> **INSTRUCTIONS TO FOLLOW**:
For the entries below, work out how many lines include the string "this", then write only that number.

> **INPUT DATA**:
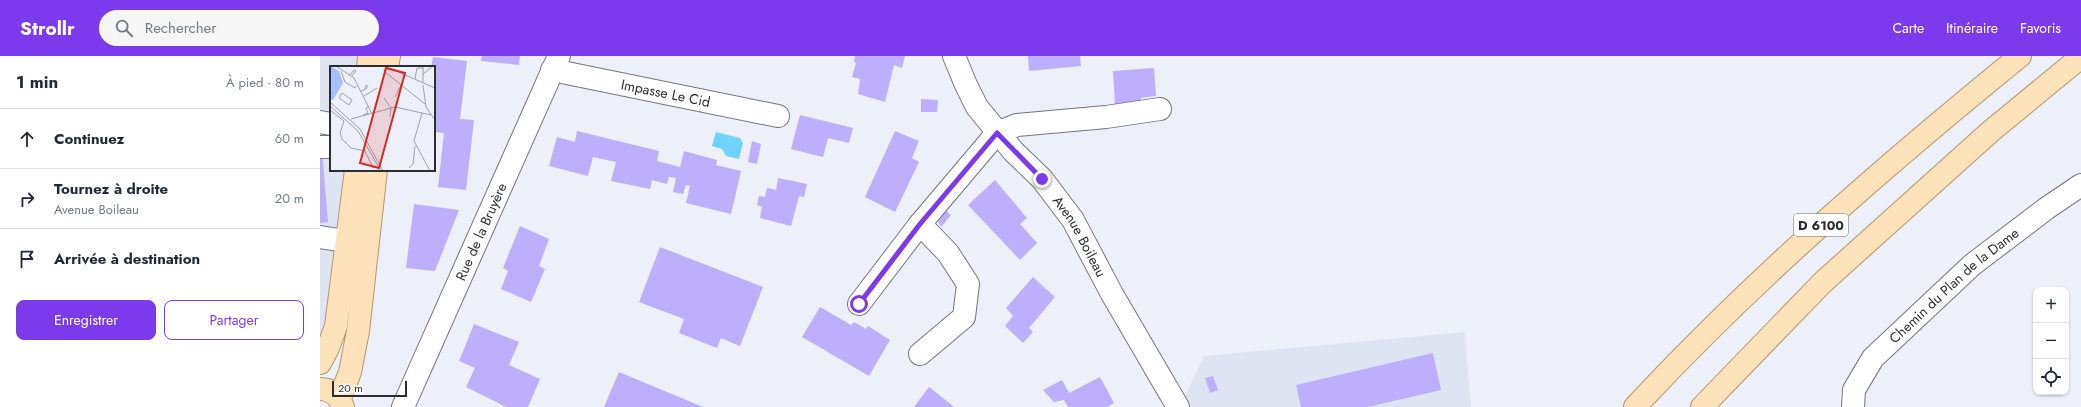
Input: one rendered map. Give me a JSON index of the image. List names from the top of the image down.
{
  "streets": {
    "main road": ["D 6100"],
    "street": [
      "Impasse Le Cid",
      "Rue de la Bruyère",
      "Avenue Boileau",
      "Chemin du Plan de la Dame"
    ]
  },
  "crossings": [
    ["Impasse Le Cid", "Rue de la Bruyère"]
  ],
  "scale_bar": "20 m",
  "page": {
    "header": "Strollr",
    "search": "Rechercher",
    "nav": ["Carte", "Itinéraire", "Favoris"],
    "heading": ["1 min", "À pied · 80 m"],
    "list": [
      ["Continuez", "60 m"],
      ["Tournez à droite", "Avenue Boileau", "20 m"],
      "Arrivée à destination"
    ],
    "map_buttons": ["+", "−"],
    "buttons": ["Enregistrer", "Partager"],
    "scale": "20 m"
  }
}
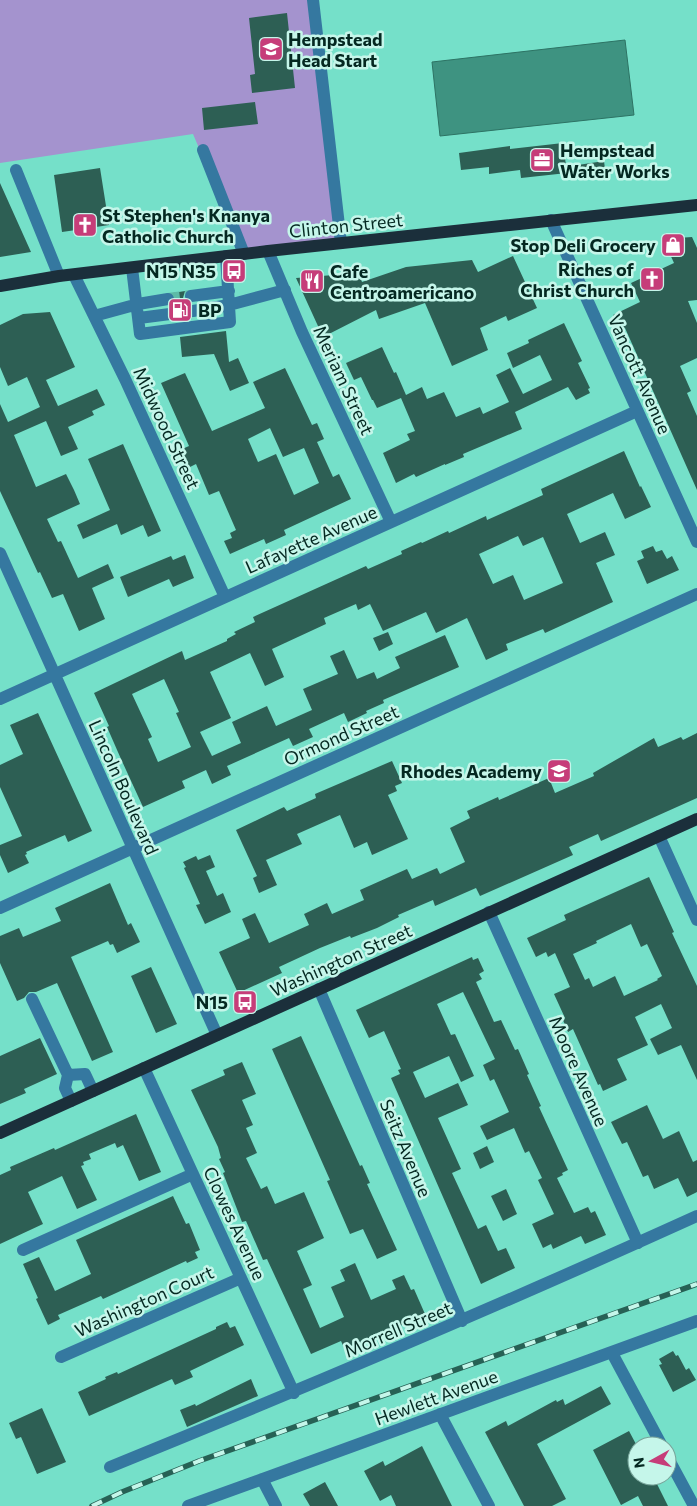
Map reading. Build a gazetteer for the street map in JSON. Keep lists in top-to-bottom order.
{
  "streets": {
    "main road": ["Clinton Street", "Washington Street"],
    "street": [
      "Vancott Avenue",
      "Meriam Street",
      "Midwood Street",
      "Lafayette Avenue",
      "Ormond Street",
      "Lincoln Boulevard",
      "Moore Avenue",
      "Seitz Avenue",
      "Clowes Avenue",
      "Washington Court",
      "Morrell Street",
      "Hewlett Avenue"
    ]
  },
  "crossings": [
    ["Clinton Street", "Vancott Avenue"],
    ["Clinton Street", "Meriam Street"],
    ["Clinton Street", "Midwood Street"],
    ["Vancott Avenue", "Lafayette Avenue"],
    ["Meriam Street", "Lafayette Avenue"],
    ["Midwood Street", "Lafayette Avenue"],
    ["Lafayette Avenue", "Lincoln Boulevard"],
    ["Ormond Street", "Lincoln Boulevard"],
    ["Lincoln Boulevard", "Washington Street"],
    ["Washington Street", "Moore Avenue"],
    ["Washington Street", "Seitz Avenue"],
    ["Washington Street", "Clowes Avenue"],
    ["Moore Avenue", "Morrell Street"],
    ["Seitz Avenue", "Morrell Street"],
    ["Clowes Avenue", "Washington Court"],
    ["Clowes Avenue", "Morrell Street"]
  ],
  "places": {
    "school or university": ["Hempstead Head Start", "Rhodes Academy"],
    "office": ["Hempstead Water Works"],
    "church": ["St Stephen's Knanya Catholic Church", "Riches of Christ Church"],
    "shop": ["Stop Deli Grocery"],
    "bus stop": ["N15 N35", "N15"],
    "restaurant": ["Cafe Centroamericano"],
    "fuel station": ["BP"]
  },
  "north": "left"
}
...
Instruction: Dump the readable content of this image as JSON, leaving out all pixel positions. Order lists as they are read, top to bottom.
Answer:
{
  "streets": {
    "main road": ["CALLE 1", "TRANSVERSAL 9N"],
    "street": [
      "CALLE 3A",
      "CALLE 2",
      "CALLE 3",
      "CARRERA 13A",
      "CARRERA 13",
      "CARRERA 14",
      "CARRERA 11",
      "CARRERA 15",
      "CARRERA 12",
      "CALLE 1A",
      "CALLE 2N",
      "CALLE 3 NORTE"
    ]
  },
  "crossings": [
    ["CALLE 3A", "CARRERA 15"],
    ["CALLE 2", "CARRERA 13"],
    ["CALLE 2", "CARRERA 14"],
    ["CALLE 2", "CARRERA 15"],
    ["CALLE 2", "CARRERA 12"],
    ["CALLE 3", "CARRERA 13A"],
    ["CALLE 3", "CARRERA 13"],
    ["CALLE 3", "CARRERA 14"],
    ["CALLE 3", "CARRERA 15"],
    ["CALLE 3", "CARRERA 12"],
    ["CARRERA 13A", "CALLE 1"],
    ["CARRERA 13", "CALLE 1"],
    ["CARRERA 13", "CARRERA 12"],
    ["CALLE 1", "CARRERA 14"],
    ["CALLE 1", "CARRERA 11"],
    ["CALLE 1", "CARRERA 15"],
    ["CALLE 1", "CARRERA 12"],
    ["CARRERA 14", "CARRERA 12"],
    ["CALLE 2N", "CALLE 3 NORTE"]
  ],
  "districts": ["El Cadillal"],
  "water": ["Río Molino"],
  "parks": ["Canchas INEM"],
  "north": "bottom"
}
---
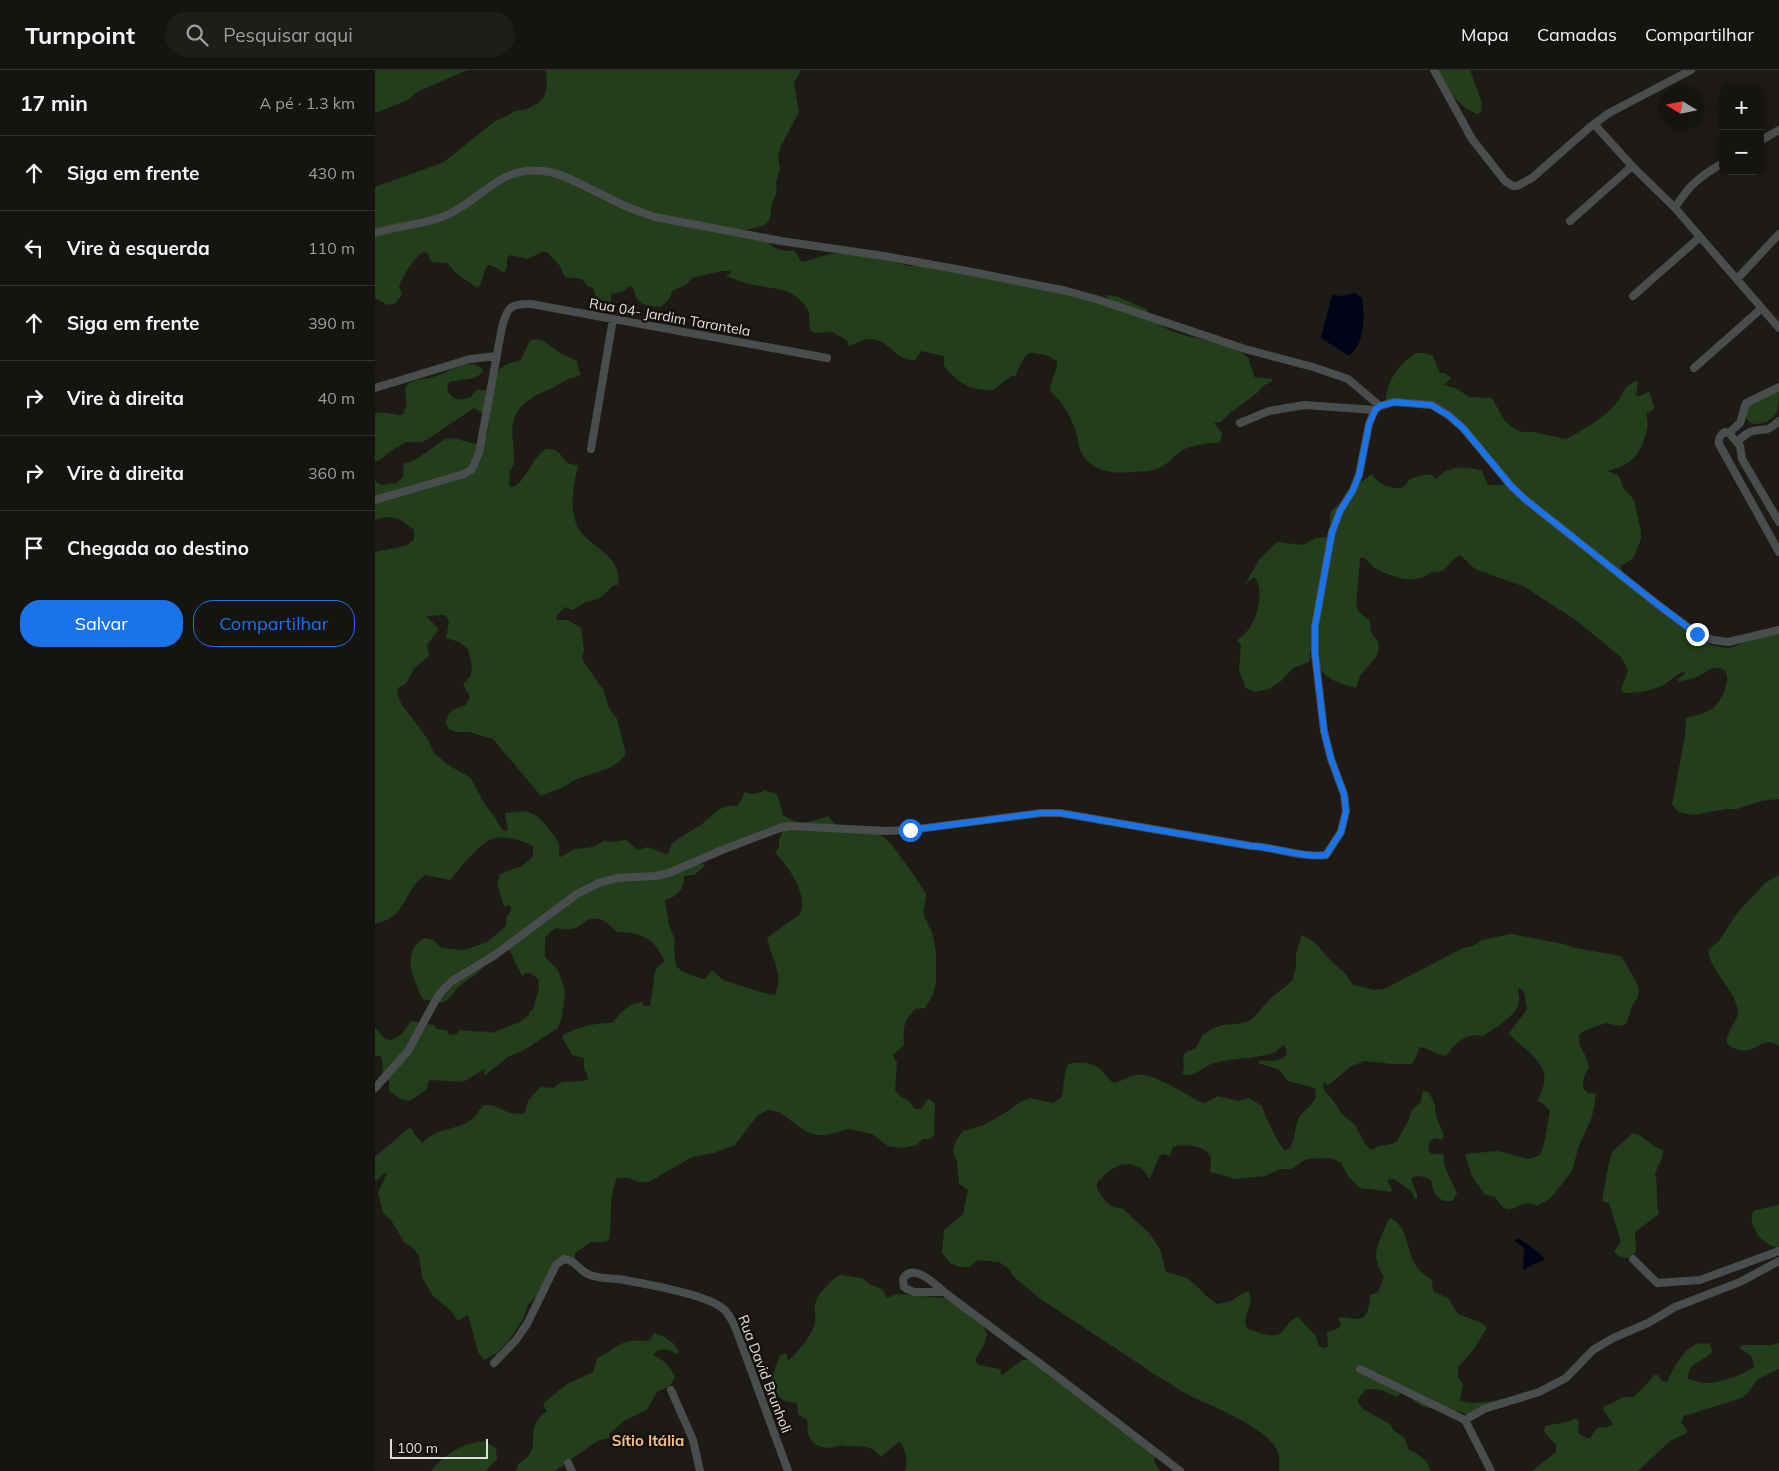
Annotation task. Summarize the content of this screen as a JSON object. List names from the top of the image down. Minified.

> **EXERCISE RESULT**:
2